Optimize "X == Y" to "(X ^ Y) == 0 for SIMD #93818

EgorBo · 2023-10-21T17:15:11Z

Matches native compilers now https://godbolt.org/z/afaE18saG

Quick example:

bool Test(Vector256<byte> v1, Vector256<byte> v2) => v1 == v2;

; Method Test
       vzeroupper 
       vmovups  ymm0, ymmword ptr [rdx]
-      vpcmpeqb k1, ymm0, ymmword ptr [r8]
-      kortestd k1, k1
-      setb     al
+      vpxor    ymm0, ymm0, ymmword ptr [r8]
+      vptest   ymm0, ymm0
+      sete     al
       movzx    rax, al
       vzeroupper 
       ret      
-; Total bytes of code: 28
+; Total bytes of code: 27

ghost · 2023-10-21T17:15:26Z

Tagging subscribers to this area: @JulieLeeMSFT, @jakobbotsch
See info in area-owners.md if you want to be subscribed.

Issue Details

Remove ternarylog opt as it's now optimized by [JIT] Fold some bitwise operations to vpternlog #91227 so no need to keep this here
Improve codegen for cases when length == simdSize, e.g.:

static bool Foo(string s) => 
    s == "12345678123456781234567812345678";

; Assembly listing for method Program:Foo(System.String):ubyte (FullOpts)
       vzeroupper 
       test     rcx, rcx
       je       SHORT G_M28968_IG05
       cmp      dword ptr [rcx+0x08], 32
       jne      SHORT G_M28968_IG05
       vmovups  zmm0, zmmword ptr [rcx+0x0C]
-      vpxorq   zmm0, zmm0, zmmword ptr [reloc @RWD00]
-      vptestmq k1, zmm0, zmm0
+      vpcmpeqq k1, zmm0, zmmword ptr [reloc @RWD00]
       kortestb k1, k1
-      sete     al
+      setb     al
       movzx    rax, al
       jmp      SHORT G_M28968_IG06
G_M28968_IG05:
       xor      eax, eax
G_M28968_IG06:
       vzeroupper 
       ret
-; Total bytes of code 58
+; Total bytes of code 52

Author:	EgorBo
Assignees:	EgorBo
Labels:	`area-CodeGen-coreclr`
Milestone:	-

src/coreclr/jit/lowerxarch.cpp

Co-authored-by: Jakob Botsch Nielsen <Jakob.botsch.nielsen@gmail.com>

tannergooding · 2023-10-22T15:53:36Z

Quick example:

I'm not sure this is "better". vptest is more limited when EVEX is enabled and our register allocator doesn't have the ability to handle that level of nuance today.
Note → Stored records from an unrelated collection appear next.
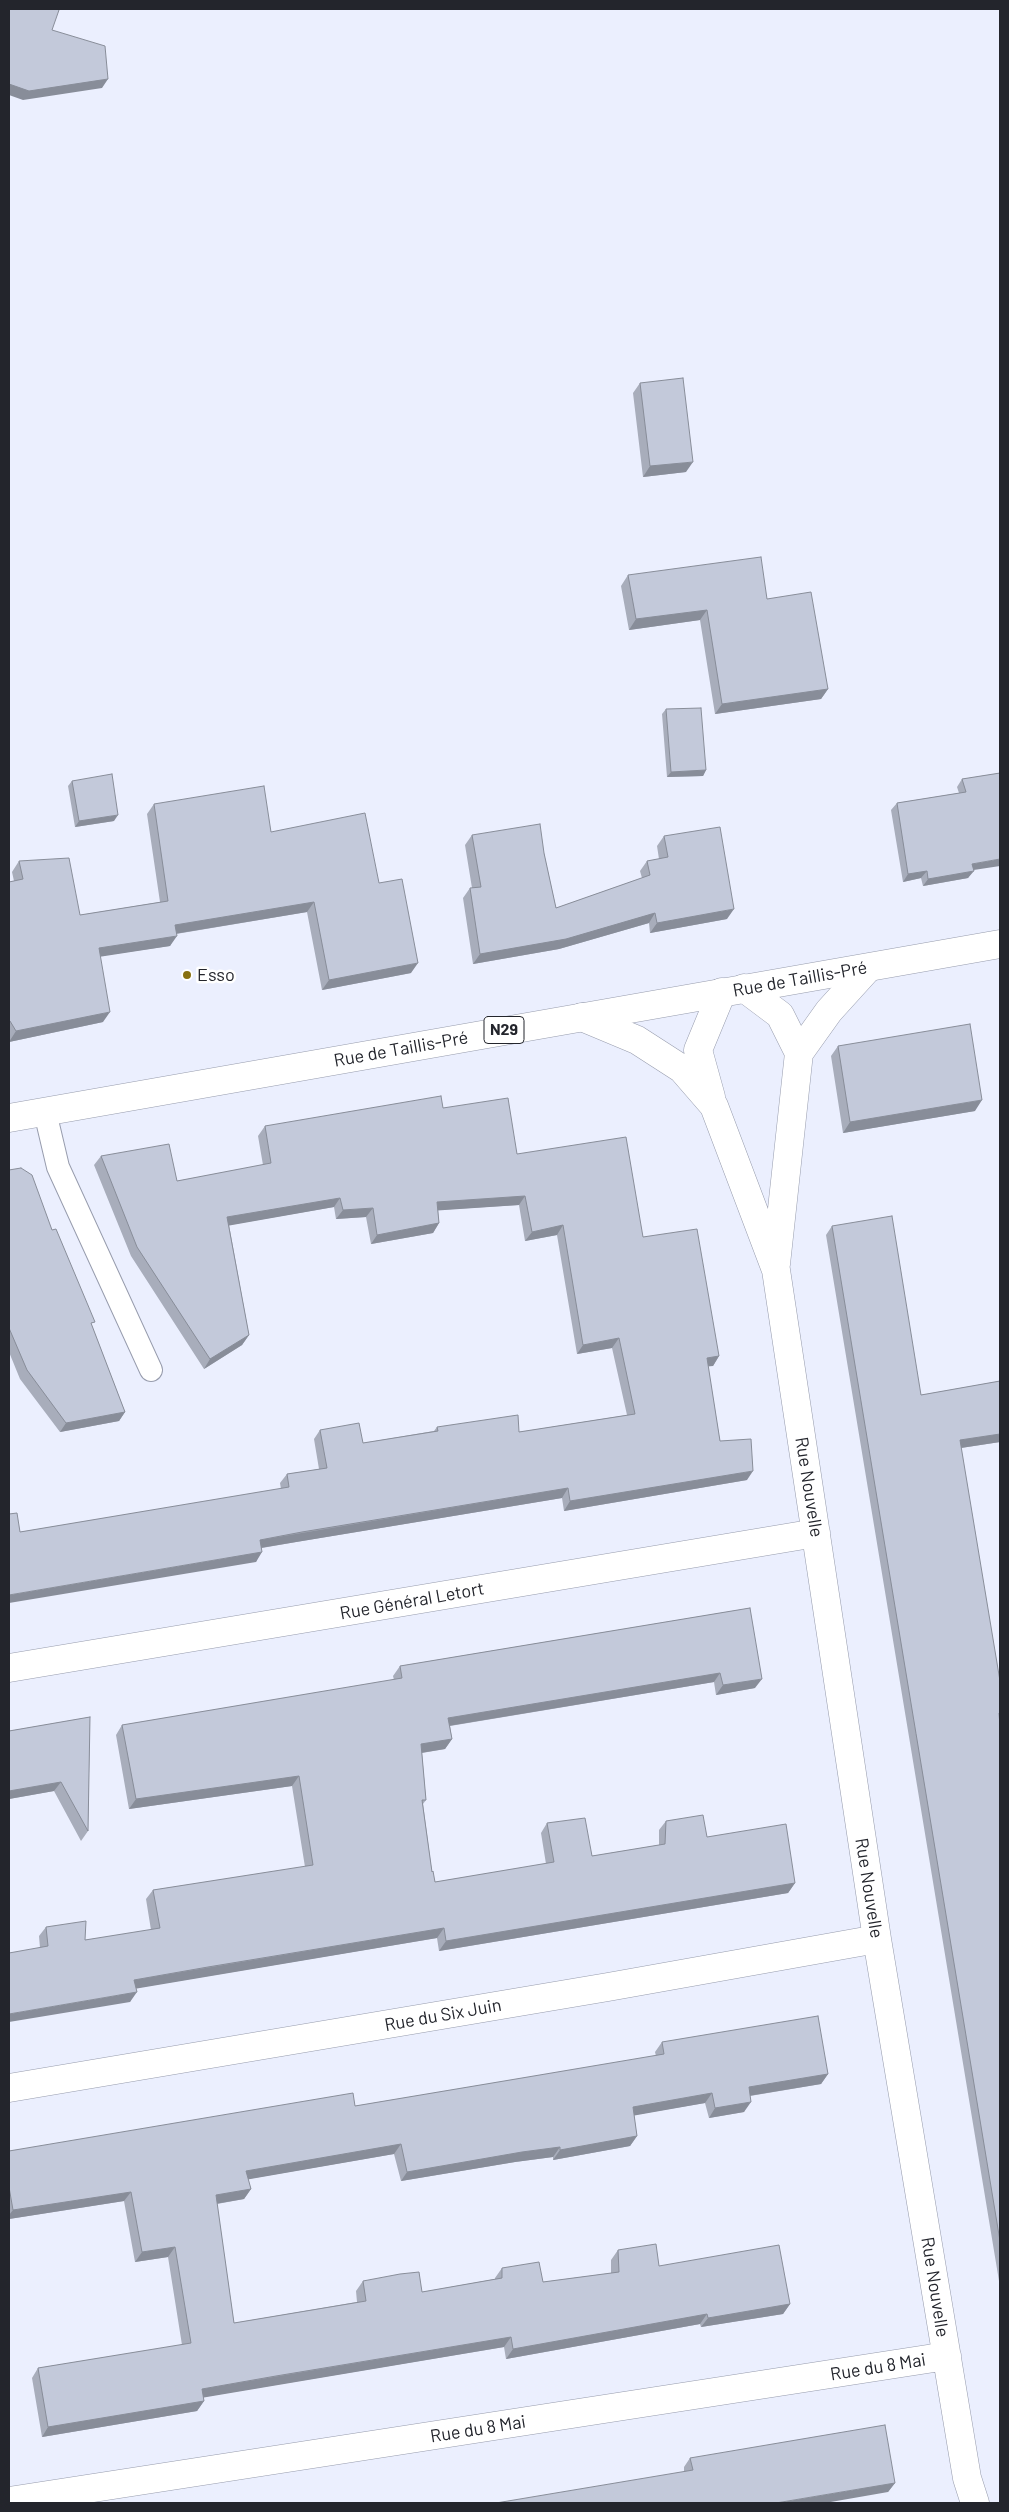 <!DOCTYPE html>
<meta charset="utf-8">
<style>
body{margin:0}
#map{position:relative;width:1009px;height:2512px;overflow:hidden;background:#ebeffe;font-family:Barlow,sans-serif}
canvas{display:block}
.frame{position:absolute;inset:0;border:10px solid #23252c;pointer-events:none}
</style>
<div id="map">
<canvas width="1009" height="2512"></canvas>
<div class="frame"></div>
</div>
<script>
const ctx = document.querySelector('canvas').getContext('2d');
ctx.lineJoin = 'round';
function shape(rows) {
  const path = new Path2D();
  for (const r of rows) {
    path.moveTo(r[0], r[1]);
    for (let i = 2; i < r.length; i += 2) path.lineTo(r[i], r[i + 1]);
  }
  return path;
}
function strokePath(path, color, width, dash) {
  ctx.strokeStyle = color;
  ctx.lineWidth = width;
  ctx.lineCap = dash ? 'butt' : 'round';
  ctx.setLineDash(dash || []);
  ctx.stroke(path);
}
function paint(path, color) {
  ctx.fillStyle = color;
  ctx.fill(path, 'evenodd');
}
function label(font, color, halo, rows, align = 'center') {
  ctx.font = font + ' Barlow,sans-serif';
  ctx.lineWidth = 5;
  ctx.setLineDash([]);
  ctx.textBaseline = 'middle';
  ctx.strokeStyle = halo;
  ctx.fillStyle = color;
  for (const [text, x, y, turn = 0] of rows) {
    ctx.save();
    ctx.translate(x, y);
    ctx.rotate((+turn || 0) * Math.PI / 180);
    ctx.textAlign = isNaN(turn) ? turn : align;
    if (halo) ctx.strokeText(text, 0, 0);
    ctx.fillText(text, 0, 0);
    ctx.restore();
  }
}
const service = shape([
 [45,1112,58,1167,151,1370]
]);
const minor = shape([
 [744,988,780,1015,799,1053],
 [582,1017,637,1040,682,1069,714,1106,776,1270,877,1939,967,2478,975,2503],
 [711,1097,698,1050,722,992],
 [776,1264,799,1053,829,1011,868,968],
 [9,1668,816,1533],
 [9,2088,608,1987,877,1939],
 [9,2501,947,2356]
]);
const primary = shape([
 [9,1118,1000,944]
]);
strokePath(service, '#979cad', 24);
strokePath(minor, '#979cad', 29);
strokePath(primary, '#979cad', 29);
strokePath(service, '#fff', 22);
strokePath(minor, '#fff', 28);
strokePath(primary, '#fff', 28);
paint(shape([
 [640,383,686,472,643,477,633,393],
 [628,575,767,599,828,689,821,699,715,714,700,620,629,630,621,586],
 [666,709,706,770,703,776,667,777,662,714],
 [1000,773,973,870,968,878,923,886,921,878,903,882,891,810,897,803,959,793,957,787,962,779],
 [72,781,114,821,75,827,68,786],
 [154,804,271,832,379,883,411,973,322,990,307,912,176,934,170,946,100,956,103,1022,9,1042,9,882,14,881,12,872,19,861,80,915,160,902,147,814],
 [472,835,544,853,556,908,642,878,640,871,647,861,659,859,657,846,664,836,727,919,650,933,649,923,559,949,473,964,463,898,470,888,472,888,465,845],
 [838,1046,975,1111,843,1133,831,1056],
 [443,1108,517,1154,643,1237,719,1356,713,1366,708,1366,720,1441,747,1480,564,1511,562,1498,296,1542,262,1548,256,1562,20,1532,281,1489,280,1483,287,1474,319,1469,314,1439,320,1430,363,1443,434,1431,437,1427,519,1432,627,1415,612,1348,577,1354,557,1235,525,1241,519,1205,438,1210,439,1223,433,1233,371,1244,366,1217,336,1219,334,1207,229,1225,249,1335,242,1345,204,1369,131,1256,94,1165,101,1156,177,1181,263,1165,258,1136,265,1126],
 [9,1170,52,1230,92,1326,125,1412,119,1421,60,1432,20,1379,9,1352],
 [832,1226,921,1395,1000,1381,1000,1442,961,1448,1000,1726,1000,2287,826,1235],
 [750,1608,755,1688,716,1695,714,1682,450,1726,452,1739,445,1749,422,1753,426,1800,423,1804,432,1872,435,1882,546,1864,541,1833,547,1823,592,1856,659,1845,659,1830,666,1821,707,1837,795,1883,788,1893,439,1951,437,1938,136,1988,130,2002,40,1948,39,1936,46,1927,85,1940,151,1930,146,1899,153,1890,305,1867,292,1786,129,1809,116,1735,122,1725,394,1680,393,1676,400,1666],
 [90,1717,88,1831,81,1841,54,1791,9,1799,9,1731],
 [662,2042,828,2074,821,2084,750,2096,744,2112,709,2118,705,2103,634,2115,637,2136,630,2146,553,2160,553,2157,515,2162,401,2181,394,2154,248,2179,251,2189,244,2199,217,2204,234,2323,357,2302,356,2291,363,2281,422,2292,495,2279,495,2278,502,2268,543,2282,611,2273,611,2260,618,2250,659,2266,790,2304,783,2314,701,2327,700,2324,506,2359,504,2347,269,2386,203,2397,204,2401,197,2411,42,2437,32,2378,38,2368,182,2345,168,2257,135,2262,124,2201,9,2219,9,2151,355,2106,656,2056,655,2052],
 [690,2458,895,2483,888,2492,684,2472,684,2467]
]), '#a8adbb');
paint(shape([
 [108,79,102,88,23,100,9,95,9,84],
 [693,462,686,472,643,477,650,466],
 [707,610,700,620,629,630,636,619],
 [828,689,821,699,715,714,722,704],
 [706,770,703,776,667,777,671,772],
 [118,815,114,821,75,827,79,821],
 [1000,859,1000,866,967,871,972,864],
 [927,871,921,878,903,882,908,874],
 [974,871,968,878,923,886,928,879],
 [314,902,307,912,168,935,175,925],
 [734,909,727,919,650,933,657,923],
 [655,913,649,923,559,949,473,964,480,954],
 [177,936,170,946,92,958,99,948],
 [418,963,411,973,322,990,329,980],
 [110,1012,103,1022,9,1042,16,1031],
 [982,1100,975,1111,843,1133,850,1122],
 [525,1196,519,1205,430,1211,437,1202],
 [340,1198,334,1207,221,1227,227,1217],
 [373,1208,366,1217,336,1219,343,1210],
 [439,1223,433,1233,371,1244,377,1235],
 [563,1225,557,1235,525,1241,532,1232],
 [249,1335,242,1345,204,1369,210,1359],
 [619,1338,612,1348,577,1354,583,1345],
 [719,1356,713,1366,701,1367,707,1358],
 [125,1412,119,1421,60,1432,66,1423],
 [1000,1434,1000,1442,954,1449,960,1440],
 [753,1471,747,1480,564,1511,570,1501],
 [568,1488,562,1498,254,1549,260,1540],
 [262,1552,256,1562,9,1603,9,1595],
 [720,1673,714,1682,442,1727,448,1718],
 [762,1679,755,1688,716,1695,723,1685],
 [452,1739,445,1749,414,1754,421,1744],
 [299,1776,292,1786,129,1809,136,1799],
 [61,1782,54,1791,9,1799,9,1791],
 [795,1883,788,1893,439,1951,446,1941],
 [444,1928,437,1938,128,1990,134,1980],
 [137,1992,130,2002,9,2022,9,2014],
 [828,2074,821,2084,742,2097,749,2087],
 [712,2093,705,2103,626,2117,633,2107],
 [751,2102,744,2112,709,2118,715,2108],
 [637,2136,630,2146,553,2160,560,2150],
 [401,2144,394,2154,239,2181,246,2171],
 [560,2147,553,2157,515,2162,401,2181,407,2172,522,2152],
 [251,2189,244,2199,209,2205,216,2195],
 [131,2192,124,2201,9,2219,9,2215,13,2210],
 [175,2247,168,2257,135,2262,142,2252],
 [790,2304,783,2314,701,2327,708,2318],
 [707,2314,700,2324,506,2359,513,2349],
 [511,2337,504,2347,195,2399,202,2389],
 [204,2401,197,2411,42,2437,48,2427],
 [895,2483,888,2492,825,2503,776,2503]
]), '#888d99');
const building = shape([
 [9,9,56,9,59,10,52,30,105,46,108,79,29,91,9,84,9,9],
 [683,378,693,462,650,466,640,383,683,378],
 [761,557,767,599,811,592,828,689,722,704,707,610,636,619,628,575,761,557],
 [701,708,706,770,671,772,666,709,701,708],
 [1000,773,1000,859,972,864,974,871,928,879,927,871,908,874,897,803,966,792,962,779,1000,773],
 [112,774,118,815,79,821,72,781,112,774],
 [264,786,271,832,365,813,379,883,402,879,418,963,329,980,314,902,175,925,177,936,99,948,110,1012,16,1031,10,1021,9,1021,9,882,23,879,19,861,69,858,80,915,168,901,154,804,264,786],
 [540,824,544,853,556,908,650,875,647,861,668,857,664,836,720,827,734,909,657,923,655,913,566,939,480,954,470,888,481,887,472,835,540,824],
 [970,1024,982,1100,850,1122,838,1046,970,1024],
 [441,1096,443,1108,508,1098,517,1154,626,1137,643,1237,697,1229,719,1356,707,1358,720,1441,751,1439,753,1471,570,1501,568,1488,302,1532,260,1540,262,1552,9,1595,9,1514,17,1513,20,1532,289,1487,287,1474,327,1468,320,1430,359,1423,363,1443,438,1431,437,1427,518,1415,519,1432,635,1414,619,1338,583,1345,563,1225,532,1232,525,1196,437,1202,439,1223,377,1235,373,1208,343,1210,340,1198,227,1217,249,1335,210,1359,137,1247,101,1156,169,1144,177,1181,271,1163,265,1126,441,1096],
 [21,1168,32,1175,52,1230,56,1229,95,1322,91,1323,125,1412,66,1423,27,1370,9,1328,9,1170,21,1168],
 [892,1216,921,1395,1000,1381,1000,1434,960,1440,1000,1681,1000,1713,999,1713,1000,1726,1000,2241,832,1226,892,1216],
 [750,1608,762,1679,723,1685,720,1673,448,1718,452,1739,421,1744,426,1800,422,1800,432,1872,433,1871,435,1882,554,1862,547,1823,585,1818,592,1856,665,1844,666,1821,703,1815,707,1837,786,1824,795,1883,446,1941,444,1928,208,1967,134,1980,137,1992,9,2014,9,1953,48,1946,46,1927,86,1921,85,1940,160,1928,153,1890,313,1865,299,1776,136,1799,122,1725,402,1678,400,1666,750,1608],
 [90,1717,88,1831,61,1782,9,1791,9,1731,90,1717],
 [818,2016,828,2074,749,2087,751,2102,715,2108,712,2093,633,2107,637,2136,560,2150,560,2147,522,2152,407,2172,401,2144,246,2171,251,2189,216,2195,234,2323,366,2301,363,2281,400,2274,419,2272,422,2292,502,2278,502,2268,539,2262,543,2282,619,2272,618,2250,656,2244,659,2266,779,2245,790,2304,708,2318,707,2314,513,2349,511,2337,276,2376,202,2389,204,2401,48,2427,38,2368,191,2343,175,2247,142,2252,131,2192,13,2210,9,2187,9,2151,353,2093,355,2106,510,2080,664,2054,662,2042,818,2016],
 [885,2425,895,2483,776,2503,496,2503,693,2470,690,2458,885,2425]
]);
paint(building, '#c3c9da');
strokePath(building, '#888d99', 1);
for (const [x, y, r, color] of [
 [187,975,5,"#887010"]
]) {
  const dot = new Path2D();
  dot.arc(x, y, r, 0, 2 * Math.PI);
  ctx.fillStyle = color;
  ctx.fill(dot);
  strokePath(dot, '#fff', 2);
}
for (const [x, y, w] of [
 [504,1030,40]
]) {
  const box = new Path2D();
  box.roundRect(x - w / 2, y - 13.5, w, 27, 4);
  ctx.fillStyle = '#fff';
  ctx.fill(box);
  strokePath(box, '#23252c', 1);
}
label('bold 16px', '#23252c', null, [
 ["N29",504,1030]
]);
label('18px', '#23252c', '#fff', [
 ["Esso",197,975]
], 'left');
label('18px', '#23252c', '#fff', [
 ["Rue de Taillis-Pré",800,979,-10],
 ["Rue de Taillis-Pré",401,1049,-10],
 ["Rue Nouvelle",809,1487,81],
 ["Rue Général Letort",412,1601,-10],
 ["Rue Nouvelle",869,1888,81],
 ["Rue du Six Juin",443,2015,-10],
 ["Rue Nouvelle",935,2287,81],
 ["Rue du 8 Mai",878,2367,-9],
 ["Rue du 8 Mai",478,2429,-9]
]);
</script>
For example, vptest can't be used for anything that requires the EVEX encoding. This limits LSRA to only using xmm0-xmm15 (cutting out xmm16-xmm31). Likewise, it prevents the ability to use features like embedded broadcast, can't be used with floating-point, or with other types of comparisons that aren't strict equality. I would expect the native compilers take this into account and will sometimes opt to use kortest instead when register pressure is high or if the total instruction sequence could benefit from an EVEX only feature.

Given that, I'd probably lean towards it being better to just keep things "as is" here and only do the xor, ptest trick for VEX where it is clearly faster. -- If we had a way to do better instruction selection based on some of these heuristics, I think it might be a different story.

Also notably, here are the timings for the instructions involved here

Instruction	Intel	AMD
kortest	1 uop, 2 latency	1 uop, 6 latency
vpcmp ( VEX)	1 uop, 1 latency	1 uop, 1 latency
vpcmp (EVEX)	1 uop, 3 latency	1 uop, 3 latency
vptest (XMM)	2 uops, 4 latency	2 uops, 7 latency
vptest (YMM)	2 uops, 6 latency	2 uops, 9 latency
vpxor	1 uop, 1 latency	1 uop, 1 latency

Which shows that, at least theoretically, vpcmp + kortest is a better sequence in many, if not most, cases. That is, it shows either the same latency, but 1 less uop; or faster latency + less uops in most cases. The one exception is handling XMM on AMD, where it is 1 latency higher, but 1 less uop.

EgorBo · 2023-10-22T16:08:40Z

I'm not sure this is "better"

Once you switched vector equality to use kortest even for XMM/YMM it regressed my benchmarks on AMD, we don't have AVX512 hardware so it was never reflected in our perflab infra via regressions. As you can see from my godbolt link, native compilers also don't use it.

Also notably, here are the timings for the instructions involved here

I think you forgot to include RThrougput here.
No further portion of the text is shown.